Re: Requirements for mobileOK reference checker

On 3/12/07, Jo Rabin <jrabin@mtld.mobi> wrote:
> I think the key point is that it would be nice to offer a 'tools'
> interface. i.e. try to encourage people to submit stuff _before_
> committing to their server. I know there are other ways of doing this
> and I know that this will be far from complete but nonetheless think it
> could be useful.

Sounds good. Yes it may mean only some tests can be run this way.

> I wonder how much of an obstacle to porting the 'the code is the
> documentation' approach presents?

My take is that some of the API is not platform-specific, like the
output format. The implementation itself and the Java API are
Java-specific and so might as well be documented with the
Java-specific tool. There will definitely be a need for some kind of
document outside of the javadoc, yes.

> Well, that is up to Dom / W3C isn't it?

Sure, separate issue.

> We need to decide what the primary representation is, I think. I'd
> prefer this to be documented as a Schema and have a mapping from the
> schema to Java native class rather than vice versa.

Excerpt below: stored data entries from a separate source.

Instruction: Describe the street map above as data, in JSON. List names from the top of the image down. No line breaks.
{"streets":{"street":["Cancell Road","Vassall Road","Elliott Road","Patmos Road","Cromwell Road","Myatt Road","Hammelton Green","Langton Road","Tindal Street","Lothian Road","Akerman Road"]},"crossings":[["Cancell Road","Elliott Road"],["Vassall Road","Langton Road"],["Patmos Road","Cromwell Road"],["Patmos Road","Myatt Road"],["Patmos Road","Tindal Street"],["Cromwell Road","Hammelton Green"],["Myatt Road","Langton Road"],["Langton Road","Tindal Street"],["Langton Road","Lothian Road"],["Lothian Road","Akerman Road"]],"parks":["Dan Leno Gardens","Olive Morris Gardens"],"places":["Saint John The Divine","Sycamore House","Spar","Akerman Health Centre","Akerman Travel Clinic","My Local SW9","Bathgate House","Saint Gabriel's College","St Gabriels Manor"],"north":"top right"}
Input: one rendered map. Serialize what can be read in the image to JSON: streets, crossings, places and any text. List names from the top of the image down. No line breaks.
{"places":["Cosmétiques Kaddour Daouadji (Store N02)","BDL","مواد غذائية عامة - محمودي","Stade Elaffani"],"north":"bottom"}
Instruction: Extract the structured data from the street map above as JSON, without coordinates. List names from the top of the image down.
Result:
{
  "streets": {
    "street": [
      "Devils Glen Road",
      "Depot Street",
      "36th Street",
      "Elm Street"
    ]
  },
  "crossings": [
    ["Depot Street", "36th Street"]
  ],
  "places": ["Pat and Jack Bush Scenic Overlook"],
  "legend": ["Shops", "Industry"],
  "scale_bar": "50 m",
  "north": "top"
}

I think it's six of one and half a dozen of the other -- an
implementation detail as to which is based on which. If the point is
that both representations should represent the same information in the
same structure then I agree.


> Yes, this is really to answer the point in mobileOK about giving maximum
> possible info to developer. i.e. to try to prevent them fixing problem
> 1, rechecking, fixing problem 2, rechecking and so on. It will be
> imperfect whatever we do, of course.

I agree. I suppose I'd like to introduce this functionality as an
explicit option -- lenient or strict mode with a default to strict? --
to avoid confusion about what the outcome really is.


> Sorry, I did not mean parameters. I meant headers, as you correctly
> inferred. My point is that it makes post-processing easier if you always
> report Content-Type as that and not as content-type if that is what the
> server actually returned.
>
> Equally, if we are to use HTTP-in-RDF then we'd want to know what had
> been transformed in order to arrive at the processed RDF representation.

Ah OK. I agree. One should know about the before-and-after form for
normalizations that may have a non-trivial effect. One way is include
both the complete original body and headers in the output in some way.

If the only info we're losing is case in header names (and they aren't
case sensitive, right?) then maybe including the original HTTP headers
is unnecessary. Maybe there are other possible normalizations I'm not
aware of.


> > Yes, well I thought the idea is that the implementation should
> > externalize enough information that external entities can reuse that
> > information to write more tests. I don't imagine one would extend the
> > implementation by actually modifying it.
> >
> Well that would be one way of meeting the requirement :-)

Requirement met then, check.

> > What does this mean, just that there needs to be some configurable
> > behavior? I agree though want to be careful that a PASS means
> > something clear -- not "PASS, but if you set this option" but
> > deifnitely "PASS"
>
> PASS is always conditional on the processing you have done. If you use
> 'ropey-old-validator-that-barfs-on-the-wrong-stuff' then you have a
> different meaning of PASS than if you use
> 'industry-standard-and-most-up-to-date-validator'. So I think this is
> why the validation steps need to be named, reported on and open to
> configuration.

I'm still not convinced on this one --

True, and this is why this implementation and all it depends on are
hopefully bug-free. If an implementation has a bug vis-a-vis the spec,
it needs to be fixed. Fixing it by letting someone swap it out on
their own is less than ideal.

If two implementations differ but neither is clearly wrong, one
consults the reference implementation if it's important. So I think
that using the reference parser is a good place to start -- the W3C
one? but again letting you pick your reference implementation parser
is letting you mix your own reference implementation of mobileOK, and
I feel it's important to have One Clear Reference Implementation.
Otherwise you have "mobileOK-based-on-Xerces" and
"mobileOK-based-on-W3C-parser" and permutations thereof.